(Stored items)
--------------------------------------------------

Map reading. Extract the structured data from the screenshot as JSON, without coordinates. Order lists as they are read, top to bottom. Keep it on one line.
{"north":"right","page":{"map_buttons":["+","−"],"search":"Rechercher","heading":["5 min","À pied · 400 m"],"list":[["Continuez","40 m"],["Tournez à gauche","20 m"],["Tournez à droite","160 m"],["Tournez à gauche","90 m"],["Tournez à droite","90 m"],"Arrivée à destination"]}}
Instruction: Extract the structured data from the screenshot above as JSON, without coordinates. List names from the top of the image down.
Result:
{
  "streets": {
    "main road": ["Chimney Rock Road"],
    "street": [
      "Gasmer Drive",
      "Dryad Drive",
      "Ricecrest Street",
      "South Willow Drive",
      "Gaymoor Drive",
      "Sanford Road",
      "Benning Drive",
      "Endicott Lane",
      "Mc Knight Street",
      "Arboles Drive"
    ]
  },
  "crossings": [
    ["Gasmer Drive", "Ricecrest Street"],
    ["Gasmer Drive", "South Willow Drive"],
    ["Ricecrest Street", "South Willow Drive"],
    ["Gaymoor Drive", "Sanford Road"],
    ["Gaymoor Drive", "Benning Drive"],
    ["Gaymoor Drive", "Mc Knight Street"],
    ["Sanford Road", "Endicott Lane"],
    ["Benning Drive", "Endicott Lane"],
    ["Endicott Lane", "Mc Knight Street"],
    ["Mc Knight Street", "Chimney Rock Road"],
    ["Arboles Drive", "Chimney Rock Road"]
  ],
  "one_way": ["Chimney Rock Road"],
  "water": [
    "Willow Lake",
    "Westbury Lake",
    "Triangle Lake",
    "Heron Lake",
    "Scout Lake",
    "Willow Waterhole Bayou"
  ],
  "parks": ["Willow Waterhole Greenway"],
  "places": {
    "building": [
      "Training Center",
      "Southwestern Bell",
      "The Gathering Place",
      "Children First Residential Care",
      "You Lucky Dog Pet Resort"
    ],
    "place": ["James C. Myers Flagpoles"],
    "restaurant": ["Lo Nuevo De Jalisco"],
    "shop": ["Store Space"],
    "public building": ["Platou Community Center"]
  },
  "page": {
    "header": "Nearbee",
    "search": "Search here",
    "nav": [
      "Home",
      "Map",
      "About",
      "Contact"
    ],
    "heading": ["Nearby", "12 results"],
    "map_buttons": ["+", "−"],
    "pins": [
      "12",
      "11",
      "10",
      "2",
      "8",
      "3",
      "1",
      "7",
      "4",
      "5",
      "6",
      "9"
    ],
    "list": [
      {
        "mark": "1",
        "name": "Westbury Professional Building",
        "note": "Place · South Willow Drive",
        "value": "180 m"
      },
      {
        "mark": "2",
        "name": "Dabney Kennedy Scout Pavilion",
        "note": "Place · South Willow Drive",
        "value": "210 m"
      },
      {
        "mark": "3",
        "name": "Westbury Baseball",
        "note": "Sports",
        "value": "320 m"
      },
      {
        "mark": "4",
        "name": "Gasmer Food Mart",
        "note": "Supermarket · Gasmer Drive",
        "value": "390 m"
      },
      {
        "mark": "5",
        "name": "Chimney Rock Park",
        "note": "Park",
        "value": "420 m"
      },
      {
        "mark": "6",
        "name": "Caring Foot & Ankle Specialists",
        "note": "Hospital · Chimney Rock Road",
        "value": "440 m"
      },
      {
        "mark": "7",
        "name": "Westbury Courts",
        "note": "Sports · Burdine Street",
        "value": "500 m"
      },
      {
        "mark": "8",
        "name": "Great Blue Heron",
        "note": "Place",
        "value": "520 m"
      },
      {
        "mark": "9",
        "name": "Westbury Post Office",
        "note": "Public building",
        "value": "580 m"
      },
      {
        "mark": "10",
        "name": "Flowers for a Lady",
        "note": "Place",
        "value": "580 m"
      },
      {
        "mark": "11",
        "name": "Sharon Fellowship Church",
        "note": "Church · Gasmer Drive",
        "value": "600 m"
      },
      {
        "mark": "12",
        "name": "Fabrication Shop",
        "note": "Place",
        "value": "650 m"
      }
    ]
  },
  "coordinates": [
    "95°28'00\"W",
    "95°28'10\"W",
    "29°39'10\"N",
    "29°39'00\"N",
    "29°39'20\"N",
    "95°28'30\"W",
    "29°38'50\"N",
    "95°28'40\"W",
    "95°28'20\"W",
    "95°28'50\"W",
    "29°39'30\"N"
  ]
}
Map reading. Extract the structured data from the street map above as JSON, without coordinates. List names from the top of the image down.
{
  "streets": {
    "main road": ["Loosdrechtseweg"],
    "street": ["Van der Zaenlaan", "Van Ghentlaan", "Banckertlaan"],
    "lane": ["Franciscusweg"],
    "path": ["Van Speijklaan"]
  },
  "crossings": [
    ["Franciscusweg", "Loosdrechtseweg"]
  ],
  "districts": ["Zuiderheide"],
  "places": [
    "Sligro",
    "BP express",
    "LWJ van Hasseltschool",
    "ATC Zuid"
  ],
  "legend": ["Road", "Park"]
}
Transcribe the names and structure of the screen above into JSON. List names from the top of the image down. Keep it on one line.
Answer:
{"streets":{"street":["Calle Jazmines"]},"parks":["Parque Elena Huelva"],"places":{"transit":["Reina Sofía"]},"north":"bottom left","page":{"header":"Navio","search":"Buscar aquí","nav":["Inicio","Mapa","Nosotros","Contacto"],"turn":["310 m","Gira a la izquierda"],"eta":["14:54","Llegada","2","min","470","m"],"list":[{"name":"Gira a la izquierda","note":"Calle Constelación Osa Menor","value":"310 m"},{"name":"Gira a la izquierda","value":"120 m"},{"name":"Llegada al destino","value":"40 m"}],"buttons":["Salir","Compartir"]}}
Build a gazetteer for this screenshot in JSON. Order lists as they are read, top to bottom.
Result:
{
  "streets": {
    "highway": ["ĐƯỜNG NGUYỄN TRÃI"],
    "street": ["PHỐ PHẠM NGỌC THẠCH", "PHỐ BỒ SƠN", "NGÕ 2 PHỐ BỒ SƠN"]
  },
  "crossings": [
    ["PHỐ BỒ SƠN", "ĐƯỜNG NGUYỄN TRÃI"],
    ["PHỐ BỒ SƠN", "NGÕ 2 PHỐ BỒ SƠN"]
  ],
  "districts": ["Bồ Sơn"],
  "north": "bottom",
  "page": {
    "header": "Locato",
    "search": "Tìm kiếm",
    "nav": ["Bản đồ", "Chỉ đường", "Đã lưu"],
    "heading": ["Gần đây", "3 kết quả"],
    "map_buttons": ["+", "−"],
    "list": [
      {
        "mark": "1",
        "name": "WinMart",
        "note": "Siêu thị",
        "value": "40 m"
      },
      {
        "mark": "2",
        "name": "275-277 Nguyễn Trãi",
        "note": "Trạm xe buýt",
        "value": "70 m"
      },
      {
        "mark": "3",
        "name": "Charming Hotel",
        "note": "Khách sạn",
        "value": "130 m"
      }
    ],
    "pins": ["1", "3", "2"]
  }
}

--------------------------------------------------

--- What this task involves ---
Give back, word for word, only the lines above from the line holding "Transcribe the names" to the line holding "Build a gazetteer", both included.

--- Task solution ---
Transcribe the names and structure of the screen above into JSON. List names from the top of the image down. Keep it on one line.
Answer:
{"streets":{"street":["Calle Jazmines"]},"parks":["Parque Elena Huelva"],"places":{"transit":["Reina Sofía"]},"north":"bottom left","page":{"header":"Navio","search":"Buscar aquí","nav":["Inicio","Mapa","Nosotros","Contacto"],"turn":["310 m","Gira a la izquierda"],"eta":["14:54","Llegada","2","min","470","m"],"list":[{"name":"Gira a la izquierda","note":"Calle Constelación Osa Menor","value":"310 m"},{"name":"Gira a la izquierda","value":"120 m"},{"name":"Llegada al destino","value":"40 m"}],"buttons":["Salir","Compartir"]}}
Build a gazetteer for this screenshot in JSON. Order lists as they are read, top to bottom.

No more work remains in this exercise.